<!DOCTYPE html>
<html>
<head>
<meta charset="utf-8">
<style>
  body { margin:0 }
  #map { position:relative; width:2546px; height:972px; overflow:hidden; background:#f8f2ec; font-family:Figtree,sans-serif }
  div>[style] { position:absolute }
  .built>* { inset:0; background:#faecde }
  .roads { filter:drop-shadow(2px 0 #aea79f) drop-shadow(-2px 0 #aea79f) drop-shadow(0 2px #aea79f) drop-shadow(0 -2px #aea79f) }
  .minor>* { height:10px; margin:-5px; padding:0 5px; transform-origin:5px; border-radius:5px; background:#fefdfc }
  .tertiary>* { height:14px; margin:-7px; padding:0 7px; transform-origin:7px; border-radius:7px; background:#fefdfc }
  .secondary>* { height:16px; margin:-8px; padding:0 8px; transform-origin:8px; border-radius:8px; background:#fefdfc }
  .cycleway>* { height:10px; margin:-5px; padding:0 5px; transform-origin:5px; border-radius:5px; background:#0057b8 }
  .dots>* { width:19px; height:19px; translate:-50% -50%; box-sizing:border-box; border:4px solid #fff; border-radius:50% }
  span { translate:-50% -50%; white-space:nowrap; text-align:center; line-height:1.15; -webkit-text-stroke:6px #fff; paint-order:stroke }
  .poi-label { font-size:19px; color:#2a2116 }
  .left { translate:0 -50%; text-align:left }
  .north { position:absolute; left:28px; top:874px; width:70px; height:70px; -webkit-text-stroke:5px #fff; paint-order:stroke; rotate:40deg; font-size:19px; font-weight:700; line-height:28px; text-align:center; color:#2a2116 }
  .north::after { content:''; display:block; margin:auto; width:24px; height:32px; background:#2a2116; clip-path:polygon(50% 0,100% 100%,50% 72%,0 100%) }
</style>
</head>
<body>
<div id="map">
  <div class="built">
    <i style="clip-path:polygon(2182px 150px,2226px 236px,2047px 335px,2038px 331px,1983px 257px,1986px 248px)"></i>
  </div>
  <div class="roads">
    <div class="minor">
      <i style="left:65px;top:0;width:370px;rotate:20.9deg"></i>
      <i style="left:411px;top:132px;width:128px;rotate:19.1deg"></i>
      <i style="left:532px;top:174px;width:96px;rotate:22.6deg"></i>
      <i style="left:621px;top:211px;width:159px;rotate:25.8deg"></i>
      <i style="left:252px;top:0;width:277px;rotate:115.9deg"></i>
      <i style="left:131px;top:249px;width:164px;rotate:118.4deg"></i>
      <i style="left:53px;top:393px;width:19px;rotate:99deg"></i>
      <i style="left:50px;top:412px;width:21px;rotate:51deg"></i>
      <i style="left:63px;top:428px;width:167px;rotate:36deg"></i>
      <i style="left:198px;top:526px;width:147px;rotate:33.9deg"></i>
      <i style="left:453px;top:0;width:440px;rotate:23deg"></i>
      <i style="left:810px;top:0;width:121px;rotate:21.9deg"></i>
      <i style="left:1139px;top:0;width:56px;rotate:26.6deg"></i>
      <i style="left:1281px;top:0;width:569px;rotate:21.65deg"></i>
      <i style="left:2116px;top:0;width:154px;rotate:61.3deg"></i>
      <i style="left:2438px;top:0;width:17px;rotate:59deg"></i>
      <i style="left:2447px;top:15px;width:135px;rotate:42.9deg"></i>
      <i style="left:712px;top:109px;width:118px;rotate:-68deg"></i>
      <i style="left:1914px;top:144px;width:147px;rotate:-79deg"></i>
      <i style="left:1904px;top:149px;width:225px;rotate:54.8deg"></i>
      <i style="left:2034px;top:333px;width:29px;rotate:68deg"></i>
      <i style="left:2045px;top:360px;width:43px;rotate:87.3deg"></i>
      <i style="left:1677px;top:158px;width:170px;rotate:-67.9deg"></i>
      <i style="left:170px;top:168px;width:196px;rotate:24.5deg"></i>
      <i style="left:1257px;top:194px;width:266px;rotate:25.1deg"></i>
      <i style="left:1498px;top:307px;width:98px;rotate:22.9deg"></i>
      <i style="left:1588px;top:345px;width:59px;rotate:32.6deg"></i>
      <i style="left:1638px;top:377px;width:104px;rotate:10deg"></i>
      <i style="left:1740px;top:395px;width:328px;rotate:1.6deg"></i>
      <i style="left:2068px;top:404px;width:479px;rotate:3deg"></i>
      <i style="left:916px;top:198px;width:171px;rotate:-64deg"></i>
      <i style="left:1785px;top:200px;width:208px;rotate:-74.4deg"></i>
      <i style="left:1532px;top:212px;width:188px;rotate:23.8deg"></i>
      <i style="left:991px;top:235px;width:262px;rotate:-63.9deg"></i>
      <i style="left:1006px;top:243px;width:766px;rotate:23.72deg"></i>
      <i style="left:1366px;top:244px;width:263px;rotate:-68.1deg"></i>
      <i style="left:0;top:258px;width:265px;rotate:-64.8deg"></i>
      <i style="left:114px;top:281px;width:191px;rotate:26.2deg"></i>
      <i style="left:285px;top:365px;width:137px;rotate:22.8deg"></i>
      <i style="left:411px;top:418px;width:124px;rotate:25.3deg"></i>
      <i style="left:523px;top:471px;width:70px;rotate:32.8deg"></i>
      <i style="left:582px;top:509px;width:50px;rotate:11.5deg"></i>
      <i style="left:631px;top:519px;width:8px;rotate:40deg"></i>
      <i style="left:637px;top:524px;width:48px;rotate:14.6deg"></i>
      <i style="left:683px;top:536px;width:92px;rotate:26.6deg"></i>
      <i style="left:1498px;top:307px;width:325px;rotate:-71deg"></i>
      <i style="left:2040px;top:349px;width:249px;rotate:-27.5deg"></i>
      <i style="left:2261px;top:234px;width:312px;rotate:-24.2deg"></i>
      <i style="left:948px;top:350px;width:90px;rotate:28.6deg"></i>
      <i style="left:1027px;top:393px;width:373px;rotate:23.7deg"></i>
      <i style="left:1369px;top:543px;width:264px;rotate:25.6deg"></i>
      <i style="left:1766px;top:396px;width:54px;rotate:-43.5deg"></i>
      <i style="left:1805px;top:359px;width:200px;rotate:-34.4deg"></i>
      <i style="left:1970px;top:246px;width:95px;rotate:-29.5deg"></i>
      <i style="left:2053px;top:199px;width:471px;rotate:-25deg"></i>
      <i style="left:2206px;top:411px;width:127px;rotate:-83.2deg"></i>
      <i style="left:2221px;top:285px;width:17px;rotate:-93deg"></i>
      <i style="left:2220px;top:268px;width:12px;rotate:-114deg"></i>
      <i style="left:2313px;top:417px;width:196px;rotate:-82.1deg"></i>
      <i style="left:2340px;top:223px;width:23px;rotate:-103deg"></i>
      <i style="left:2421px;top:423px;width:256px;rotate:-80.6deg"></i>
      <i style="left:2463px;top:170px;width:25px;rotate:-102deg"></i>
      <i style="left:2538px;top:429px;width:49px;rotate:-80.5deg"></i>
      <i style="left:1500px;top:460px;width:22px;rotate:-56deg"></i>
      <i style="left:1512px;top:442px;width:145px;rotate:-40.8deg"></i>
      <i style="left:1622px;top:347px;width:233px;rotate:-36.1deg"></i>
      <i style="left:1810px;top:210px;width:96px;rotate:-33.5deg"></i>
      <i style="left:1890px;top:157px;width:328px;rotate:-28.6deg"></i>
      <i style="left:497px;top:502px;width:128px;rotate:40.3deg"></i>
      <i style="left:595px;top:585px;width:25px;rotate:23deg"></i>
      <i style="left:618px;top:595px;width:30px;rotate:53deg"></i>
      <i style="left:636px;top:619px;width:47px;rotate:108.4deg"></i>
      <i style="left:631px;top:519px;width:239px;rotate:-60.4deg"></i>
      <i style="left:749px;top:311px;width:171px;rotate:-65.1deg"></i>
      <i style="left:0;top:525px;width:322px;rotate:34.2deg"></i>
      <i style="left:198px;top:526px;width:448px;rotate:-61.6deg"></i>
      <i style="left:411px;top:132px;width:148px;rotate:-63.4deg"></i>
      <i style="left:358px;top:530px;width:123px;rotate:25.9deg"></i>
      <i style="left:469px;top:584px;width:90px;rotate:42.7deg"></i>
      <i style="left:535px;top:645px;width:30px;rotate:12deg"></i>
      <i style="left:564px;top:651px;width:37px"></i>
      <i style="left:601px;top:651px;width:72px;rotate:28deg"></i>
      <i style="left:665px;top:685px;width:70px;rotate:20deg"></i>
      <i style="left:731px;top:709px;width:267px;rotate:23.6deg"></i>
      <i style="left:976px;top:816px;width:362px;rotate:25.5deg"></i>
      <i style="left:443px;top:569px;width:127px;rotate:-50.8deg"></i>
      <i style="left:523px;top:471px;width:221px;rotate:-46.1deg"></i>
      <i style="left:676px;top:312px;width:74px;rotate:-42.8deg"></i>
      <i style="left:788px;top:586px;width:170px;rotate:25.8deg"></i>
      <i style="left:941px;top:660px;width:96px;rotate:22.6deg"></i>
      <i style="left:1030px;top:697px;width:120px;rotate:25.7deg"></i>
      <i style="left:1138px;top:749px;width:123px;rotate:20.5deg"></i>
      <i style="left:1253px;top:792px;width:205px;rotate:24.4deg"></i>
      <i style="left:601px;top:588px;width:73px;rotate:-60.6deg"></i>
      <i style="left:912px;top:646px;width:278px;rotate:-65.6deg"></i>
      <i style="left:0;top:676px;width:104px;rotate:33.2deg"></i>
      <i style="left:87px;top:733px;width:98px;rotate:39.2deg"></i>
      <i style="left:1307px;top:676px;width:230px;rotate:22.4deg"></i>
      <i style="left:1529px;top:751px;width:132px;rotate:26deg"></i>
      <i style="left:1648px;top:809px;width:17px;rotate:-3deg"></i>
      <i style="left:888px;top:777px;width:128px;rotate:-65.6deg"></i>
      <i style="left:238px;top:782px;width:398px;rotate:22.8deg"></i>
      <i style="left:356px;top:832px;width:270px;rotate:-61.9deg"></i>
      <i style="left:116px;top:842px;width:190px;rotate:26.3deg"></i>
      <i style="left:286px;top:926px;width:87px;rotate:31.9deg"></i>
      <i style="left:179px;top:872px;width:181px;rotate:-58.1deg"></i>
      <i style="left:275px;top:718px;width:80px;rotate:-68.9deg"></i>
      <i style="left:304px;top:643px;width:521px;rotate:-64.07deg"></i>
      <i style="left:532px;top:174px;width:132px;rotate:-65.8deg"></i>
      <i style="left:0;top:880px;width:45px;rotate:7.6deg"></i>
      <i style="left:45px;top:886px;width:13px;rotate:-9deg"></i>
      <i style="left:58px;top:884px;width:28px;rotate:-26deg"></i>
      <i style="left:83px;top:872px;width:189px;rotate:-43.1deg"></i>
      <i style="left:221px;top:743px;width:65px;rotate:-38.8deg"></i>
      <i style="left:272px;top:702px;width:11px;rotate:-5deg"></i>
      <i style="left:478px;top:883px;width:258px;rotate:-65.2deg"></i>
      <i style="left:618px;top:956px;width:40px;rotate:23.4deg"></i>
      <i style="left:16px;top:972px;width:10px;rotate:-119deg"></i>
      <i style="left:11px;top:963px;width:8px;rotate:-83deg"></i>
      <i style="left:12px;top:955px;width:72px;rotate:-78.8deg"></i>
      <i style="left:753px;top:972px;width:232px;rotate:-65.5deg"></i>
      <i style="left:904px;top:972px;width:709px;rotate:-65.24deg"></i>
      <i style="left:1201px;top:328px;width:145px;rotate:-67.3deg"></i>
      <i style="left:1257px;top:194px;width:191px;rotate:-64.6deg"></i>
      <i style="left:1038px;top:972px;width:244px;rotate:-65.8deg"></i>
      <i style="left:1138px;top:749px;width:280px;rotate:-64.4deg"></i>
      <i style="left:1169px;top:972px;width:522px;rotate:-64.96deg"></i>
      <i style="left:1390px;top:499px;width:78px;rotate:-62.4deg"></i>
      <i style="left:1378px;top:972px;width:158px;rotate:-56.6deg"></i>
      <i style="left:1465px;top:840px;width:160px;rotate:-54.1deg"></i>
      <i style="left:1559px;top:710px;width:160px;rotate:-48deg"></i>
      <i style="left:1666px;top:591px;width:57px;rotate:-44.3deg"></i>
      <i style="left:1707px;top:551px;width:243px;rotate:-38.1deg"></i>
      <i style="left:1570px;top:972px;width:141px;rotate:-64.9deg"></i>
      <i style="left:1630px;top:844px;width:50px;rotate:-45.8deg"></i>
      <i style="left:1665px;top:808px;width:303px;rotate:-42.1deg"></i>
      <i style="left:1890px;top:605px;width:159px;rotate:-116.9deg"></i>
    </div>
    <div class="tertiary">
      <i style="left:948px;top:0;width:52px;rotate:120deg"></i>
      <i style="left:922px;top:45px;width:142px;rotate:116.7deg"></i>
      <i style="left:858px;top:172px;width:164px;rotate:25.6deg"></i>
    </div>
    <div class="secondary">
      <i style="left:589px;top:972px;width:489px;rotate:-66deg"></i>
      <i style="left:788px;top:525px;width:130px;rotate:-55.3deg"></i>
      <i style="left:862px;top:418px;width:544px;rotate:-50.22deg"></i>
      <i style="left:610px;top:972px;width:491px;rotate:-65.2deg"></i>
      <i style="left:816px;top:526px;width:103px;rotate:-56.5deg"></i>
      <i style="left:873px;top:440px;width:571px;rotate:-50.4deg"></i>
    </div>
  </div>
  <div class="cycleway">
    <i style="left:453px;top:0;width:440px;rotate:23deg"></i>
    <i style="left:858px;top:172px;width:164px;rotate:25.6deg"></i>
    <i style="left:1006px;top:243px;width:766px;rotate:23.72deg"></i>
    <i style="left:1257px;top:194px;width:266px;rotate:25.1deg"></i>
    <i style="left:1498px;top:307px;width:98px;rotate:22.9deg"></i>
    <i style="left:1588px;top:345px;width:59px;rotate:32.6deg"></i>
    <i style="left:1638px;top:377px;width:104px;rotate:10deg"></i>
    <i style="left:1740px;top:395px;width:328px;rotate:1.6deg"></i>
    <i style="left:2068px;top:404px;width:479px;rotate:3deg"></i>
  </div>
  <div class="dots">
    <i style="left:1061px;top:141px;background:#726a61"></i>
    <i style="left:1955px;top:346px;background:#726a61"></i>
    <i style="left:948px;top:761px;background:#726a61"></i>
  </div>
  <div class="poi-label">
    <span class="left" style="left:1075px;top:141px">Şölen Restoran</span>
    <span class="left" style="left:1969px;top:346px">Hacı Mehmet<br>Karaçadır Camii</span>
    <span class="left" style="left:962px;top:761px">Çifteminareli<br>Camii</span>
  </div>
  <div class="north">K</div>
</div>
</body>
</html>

=-=-=-=-=

**About this task:** State how many lines of the listing hold the string "roads"; reply with the number and nothing else.

**Your response:** 2